● **Entries provided**:
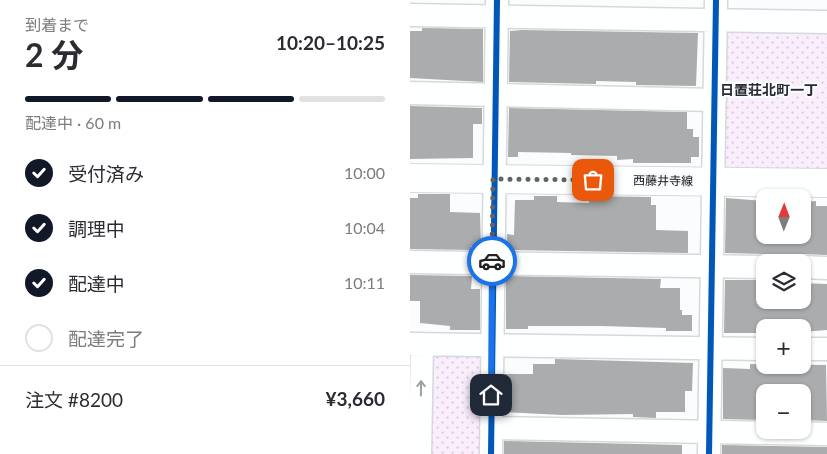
<!DOCTYPE html>
<html lang="ja">
<meta charset="utf-8">
<style>
body{margin:0;font-family:Lato,"Noto Sans JP",sans-serif;background:#f7f7f7;color:#2b2b33;height:100vh;display:flex;flex-direction:column;font-size:19px;white-space:nowrap}
*{box-sizing:border-box;margin:0}
p{font-size:16px;color:#7c7c81}
.icon{flex:none;width:28px;height:28px;fill:none;stroke:currentColor;stroke-width:2;stroke-linecap:round;stroke-linejoin:round}
.map{position:relative;flex:1;overflow:hidden}
.details{display:flex;flex-direction:column;background:#fff;width:410px}
.details>*{flex:none}
.needle{width:32px;rotate:1deg}
.tools{position:absolute;left:346px;top:189px;display:grid;gap:10px}
.tools a{display:grid;place-items:center;width:55px;height:55px;border-radius:10px;background:#fff;box-shadow:0 1px 4px #0004;font-size:25px}
.pin{position:absolute;display:grid;place-items:center;width:42px;height:42px;color:#fff;margin:-21px;border-radius:10px;box-shadow:0 2px 8px #0006}
.courier{position:absolute;display:grid;place-items:center;width:50px;height:50px;margin:-25px;border:4px solid #1a73e8;border-radius:50%;background:#fff;color:#222;box-shadow:0 1px 6px #0007}
.head em{font-style:normal;font-weight:700}
.head div{display:flex;flex-direction:column-reverse}
.head{display:flex;align-items:center;justify-content:space-between;height:85px;padding:0 25px}
h1{font-size:32px;font-weight:700;line-height:38px}
.bar{display:grid;grid-template-columns:repeat(4,1fr);gap:8px 5px;align-content:center;height:60px;padding:0 25px}
.bar i{height:6px;border-radius:4px;background:#e1e1e2}
.bar .on{background:#111827}
.bar p{grid-column:span 4}
.line{display:flex;align-items:center;gap:12px;padding:0 25px;border-top:1px solid #e1e1e2}
.line div{flex:1}
ol{padding:0 25px;list-style:none}
li{display:flex;align-items:center;gap:15px;height:55px}
li p{margin-inline-start:auto}
li .icon{padding:5px;border-radius:50%;background:#111827;color:#fff;stroke-width:4}
li:last-child{color:#7c7c81}
li i{width:28px;height:28px;border:2px solid #e1e1e2;border-radius:50%}
main{display:flex;flex:1;min-height:0}
.map>svg:first-child{display:block}
</style>
<main>
<section class="details">
<div class="head"><div><h1>2 分</h1><p>到着まで</p></div><em>10:20–10:25</em></div>
<div class="bar"><i class="on"></i><i class="on"></i><i class="on"></i><i></i><p>配達中 · 60 m</p></div>
<ol>
<li><svg class="icon" aria-label="check" viewBox="0 0 24 24"><path d="M5 12l5 5 9-10"/></svg>受付済み<p>10:00</p></li>
<li><svg class="icon" aria-label="check" viewBox="0 0 24 24"><path d="M5 12l5 5 9-10"/></svg>調理中<p>10:04</p></li>
<li><svg class="icon" aria-label="check" viewBox="0 0 24 24"><path d="M5 12l5 5 9-10"/></svg>配達中<p>10:11</p></li>
<li><i></i>配達完了</li>
</ol>
<div class="line" style="height:65px"><div>注文 #8200</div><b>¥3,660</b></div>
</section>
<div class="map">
<svg width="417" height="454" viewBox="0 0 417 454">
<defs>
<pattern id="park-dots" width="8" height="8" patternUnits="userSpaceOnUse" patternTransform="scale(1.25)"><rect width="8" height="8" fill="#faeefd"/><path d="M2 2h.1M6 6h.1" fill="none" stroke="#d5cbd8" stroke-width="1.8" stroke-linecap="round"/></pattern>
</defs>
<rect width="100%" height="100%" fill="#fafcfe"/>
<path fill="url(#park-dots)" d="M320 26 417 28V169L318 168 312 161 314 33Z
M24 352 69 354 74 360 73 454H18L20 358Z"/>
<path fill="#aaacae" d="M12 28 73 29V82L0 78V31H12Z
M112 30 288 33 286 86 226 85V82L186 81V84L99 82 100 31Z
M0 106 72 108V124H63V158L0 159Z
M99 108 277 112V129H283V137H289V157H281V163H223V159L207 160V156L161 155V153L108 152V157H98Z
M8 194H40V212L70 213 71 246H61V250L0 249V198H8Z
M124 196H147V202L179 203V196L241 197V205H246V230L278 231V253L97 250V234L104 235 105 200H124Z
M316 198 355 201V235H392V202L406 201V206H417V255L393 254 382 259 364 258 355 254 315 253Z
M0 275 62 276 61 289H70V330H40V326L10 323V301H0Z
M96 276 251 279 250 288H270V310H272V315H282V331H256V328L191 326H118V329H96Z
M315 280H355V300H392V283L417 284V330L392 332V328H355V333H314Z
M145 359 283 363 282 391H275V412H246V418L223 417V414L152 415 95 412V374H123V364H145Z
M340 364 416 365 417 421 392 420V390L355 391V420L313 419V368L340 369Z
M94 441 272 445V454H94Z
M312 445 417 447V454H312Z"/>
<g fill="none" stroke-linecap="round" stroke-linejoin="round">
<defs>
<path id="minor" d="M0 15 417 22
M0 93 305 100
M0 262 355 267
M392 267 417 268
M0 344 355 349
M392 349H417
M81 428 417 434
M10 454 12 344
M81 454 87 0
M299 454 306 0"/>
<path id="major" d="M0 178 417 183"/>
</defs>
<use href="#minor" stroke="#d6d8da" stroke-width="25"/>
<use href="#major" stroke="#d6d8da" stroke-width="30"/>
<use href="#minor" stroke="#feffff" stroke-width="22"/>
<use href="#major" stroke="#feffff" stroke-width="28"/>
<defs>
<path id="cycleway" d="M81 454 87 0
M299 454 306 0"/>
</defs>
<use href="#cycleway" stroke="#f9fbff" stroke-width="9"/>
<use href="#cycleway" stroke="#0057b8" stroke-width="6"/>
</g>
<defs><path id="oneway-shaft" d="M-6 0H5M1.5-3L5.5 0L1.5 3" fill="none" stroke-width="1.6" stroke-linecap="round" stroke-linejoin="round" transform="scale(1.25)"/></defs>
<use stroke="#9e9fa0" href="#oneway-shaft" transform="translate(11 388) rotate(-89)"/>
<g fill="none" stroke-linecap="round" stroke-linejoin="round">
<path stroke="#616264" stroke-width="5" stroke-dasharray="0 9" d="M82 261 83 179 183 180"/>
<path stroke="#1a73e8" stroke-width="6" d="M81 395 82 261"/>
</g>
<g text-anchor="middle" stroke-width="5" stroke-linejoin="round" paint-order="stroke">
<g font-size="12" fill="#0e0f11" stroke="#f9fbff">
<text transform="translate(253 181) rotate(1)" y="4">西藤井寺線</text>
</g>
<g font-size="14" font-weight="bold" fill="#272a2e" stroke="#f9fbff">
<text x="359" y="95">日置荘北町一丁</text>
</g>
</g>
</svg>
<div class="tools">
<a><svg class="needle" viewBox="-14 -14 28 28"><path d="M0-13l5 13h-10z" fill="#e53935"/><path d="M0 13l5-13h-10z" fill="#7c7c81"/></svg></a>
<a><svg class="icon" aria-label="layers" viewBox="0 0 24 24"><path d="M12 4l9 5-9 5-9-5zM3 14l9 5 9-5"/></svg></a>
<a>+</a>
<a>−</a>
</div>
<div class="pin" style="left:183px;top:180px;background:#ea580c"><svg class="icon" aria-label="bag" viewBox="0 0 24 24"><path d="M5 8h14l-1 12H6zM9 8a3 3 0 0 1 6 0"/></svg></div>
<div class="pin" style="left:81px;top:395px;background:#1f2937"><svg class="icon" aria-label="home" viewBox="0 0 24 24"><path d="M3 11l9-7 9 7M6 9v11h12V9"/></svg></div>
<div class="courier" style="left:82px;top:261px"><svg class="icon" aria-label="car" viewBox="0 0 24 24"><path d="M5 17H2v-5l4-1 3-4h7l3 4 3 1v5h-3M9 17h6M6 11h13"/><circle cx="7" cy="17" r="2"/><circle cx="17" cy="17" r="2"/></svg></div>
</div>
</main>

● **Task prompt**: Search the data above for the word "align". Copy each line it is in.

● **Result for this task**:
.head{display:flex;align-items:center;justify-content:space-between;height:85px;padding:0 25px}
.bar{display:grid;grid-template-columns:repeat(4,1fr);gap:8px 5px;align-content:center;height:60px;padding:0 25px}
.line{display:flex;align-items:center;gap:12px;padding:0 25px;border-top:1px solid #e1e1e2}
li{display:flex;align-items:center;gap:15px;height:55px}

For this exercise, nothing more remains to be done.